Held for the first time since the pandemic, the event saw participants gather at the very top of the almost vertical Cooper’s Hill in the village of Brockworth.
This is where a nine-pound wheel of Double Gloucester cheese, which can take on speeds of more than 70 miles per hour, was released down the hill.
Competitors haul themselves down the 200-yard slope and the first one to make it to the bottom wins the cheese.
Many normally take a tumble and this year it was no different.
Wet conditions made it extra hard, even for experienced cheese chasers who plunged down the slippery grass, leaving them muddy and a little bruised.
It was all over within seconds with former champion Chris Anderson winning his 23rd race after a year off in 2019.
Contestants in the men’s downhill race could not keep up with the slope (Picture: Getty)
Abby Lampe from North Carolina celebrates her win in the women’s race with previous winner Flo Early (Picture: Getty)
The face of this participant says it all (Picture: Getty)
The soldier, who lives in Brockworth, said that after having a daughter during the pandemic, this would be his last year competing.
He holds a record 22 wins over 15 years and won three races in 2018, taking home three top cheeses as a result.
As Mr Anderson held his cheese above his head for a picture on Sunday, spectators erupted in applause.
‘This is the 23rd and final time,’ he stressed. ‘I was so scared beforehand.’
Meanwhile, Abby Lampe from North Carolina smashed her win in the women’s race.
She was seen celebrating with previous winner Flo Early by her side.
Later races – all limited to 25 people each – saw tourists taking first prizes.

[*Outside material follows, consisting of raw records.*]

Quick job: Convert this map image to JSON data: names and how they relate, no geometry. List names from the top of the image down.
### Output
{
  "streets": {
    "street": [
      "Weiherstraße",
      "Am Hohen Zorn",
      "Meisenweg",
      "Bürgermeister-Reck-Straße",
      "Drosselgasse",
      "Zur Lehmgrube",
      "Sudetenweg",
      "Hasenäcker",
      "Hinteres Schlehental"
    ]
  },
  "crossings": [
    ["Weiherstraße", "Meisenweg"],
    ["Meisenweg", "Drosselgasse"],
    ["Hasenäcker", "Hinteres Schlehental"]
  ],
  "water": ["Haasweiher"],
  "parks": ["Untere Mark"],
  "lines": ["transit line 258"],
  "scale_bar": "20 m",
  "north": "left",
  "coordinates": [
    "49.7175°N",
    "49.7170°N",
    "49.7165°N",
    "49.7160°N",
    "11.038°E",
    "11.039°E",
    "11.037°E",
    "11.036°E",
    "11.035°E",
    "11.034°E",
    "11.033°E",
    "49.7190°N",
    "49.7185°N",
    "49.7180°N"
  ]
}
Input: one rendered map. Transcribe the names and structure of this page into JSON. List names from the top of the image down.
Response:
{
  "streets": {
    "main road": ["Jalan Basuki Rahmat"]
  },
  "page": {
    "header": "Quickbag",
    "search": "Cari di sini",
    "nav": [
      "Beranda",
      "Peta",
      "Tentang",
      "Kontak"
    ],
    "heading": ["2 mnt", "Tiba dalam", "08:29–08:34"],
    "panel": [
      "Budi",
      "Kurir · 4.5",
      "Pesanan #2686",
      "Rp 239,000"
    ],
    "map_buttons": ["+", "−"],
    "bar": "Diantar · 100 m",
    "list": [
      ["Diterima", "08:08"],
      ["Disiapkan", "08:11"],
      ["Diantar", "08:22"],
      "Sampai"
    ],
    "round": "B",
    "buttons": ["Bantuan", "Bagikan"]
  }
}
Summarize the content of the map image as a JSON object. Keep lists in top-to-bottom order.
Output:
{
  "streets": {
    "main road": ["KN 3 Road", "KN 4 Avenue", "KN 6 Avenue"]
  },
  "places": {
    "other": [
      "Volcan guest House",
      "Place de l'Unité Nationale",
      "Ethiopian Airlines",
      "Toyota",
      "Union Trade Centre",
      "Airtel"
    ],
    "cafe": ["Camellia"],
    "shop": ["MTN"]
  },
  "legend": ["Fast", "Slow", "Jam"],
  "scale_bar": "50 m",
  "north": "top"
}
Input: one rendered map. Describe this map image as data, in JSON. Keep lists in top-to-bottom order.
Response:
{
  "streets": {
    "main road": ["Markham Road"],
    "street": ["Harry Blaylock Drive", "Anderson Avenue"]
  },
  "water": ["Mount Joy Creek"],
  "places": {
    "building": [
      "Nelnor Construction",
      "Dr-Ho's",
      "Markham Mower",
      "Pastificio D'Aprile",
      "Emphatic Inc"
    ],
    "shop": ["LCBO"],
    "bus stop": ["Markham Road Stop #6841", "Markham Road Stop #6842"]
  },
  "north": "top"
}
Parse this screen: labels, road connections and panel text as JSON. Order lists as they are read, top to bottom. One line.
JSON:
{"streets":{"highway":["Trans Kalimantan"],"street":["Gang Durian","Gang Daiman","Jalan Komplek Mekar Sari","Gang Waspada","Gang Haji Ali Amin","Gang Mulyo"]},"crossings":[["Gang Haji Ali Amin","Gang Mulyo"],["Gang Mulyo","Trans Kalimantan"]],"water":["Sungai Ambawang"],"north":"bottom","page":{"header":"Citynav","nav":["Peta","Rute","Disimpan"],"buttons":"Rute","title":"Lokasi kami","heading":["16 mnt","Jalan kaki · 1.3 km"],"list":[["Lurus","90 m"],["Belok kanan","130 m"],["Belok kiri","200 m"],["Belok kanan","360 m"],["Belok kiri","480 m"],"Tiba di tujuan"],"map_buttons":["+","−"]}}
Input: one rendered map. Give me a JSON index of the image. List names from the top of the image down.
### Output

Some contestants had come from as far as South Korea to take on the steep slope.
Chris Anderson poses for a photo with the cheese after winning the first men’s downhill race (Picture: Getty)
This year’s weather conditions made the race even harder (Picture: Getty)
Robbe Gabriels and Amr El Shourbagya kiss the Jubilee Cheese after their win (Picture: Getty)
Robbe Gabriels, from Belgium, said after his win: ‘I saw a video on Facebook five years ago.
‘And I like to do crazy, dumb stuff. It’s crazy to win and an amazing feeling.’
Considered one of the world’s most bizarre ‘Feats of Strength’ events, it has been celebrated for centuries, despite the shadow of health and safety risks.
Every event sees people getting injured – with a number of broken bones and sprains – but many participants, like Mr Anderson, always return for the next.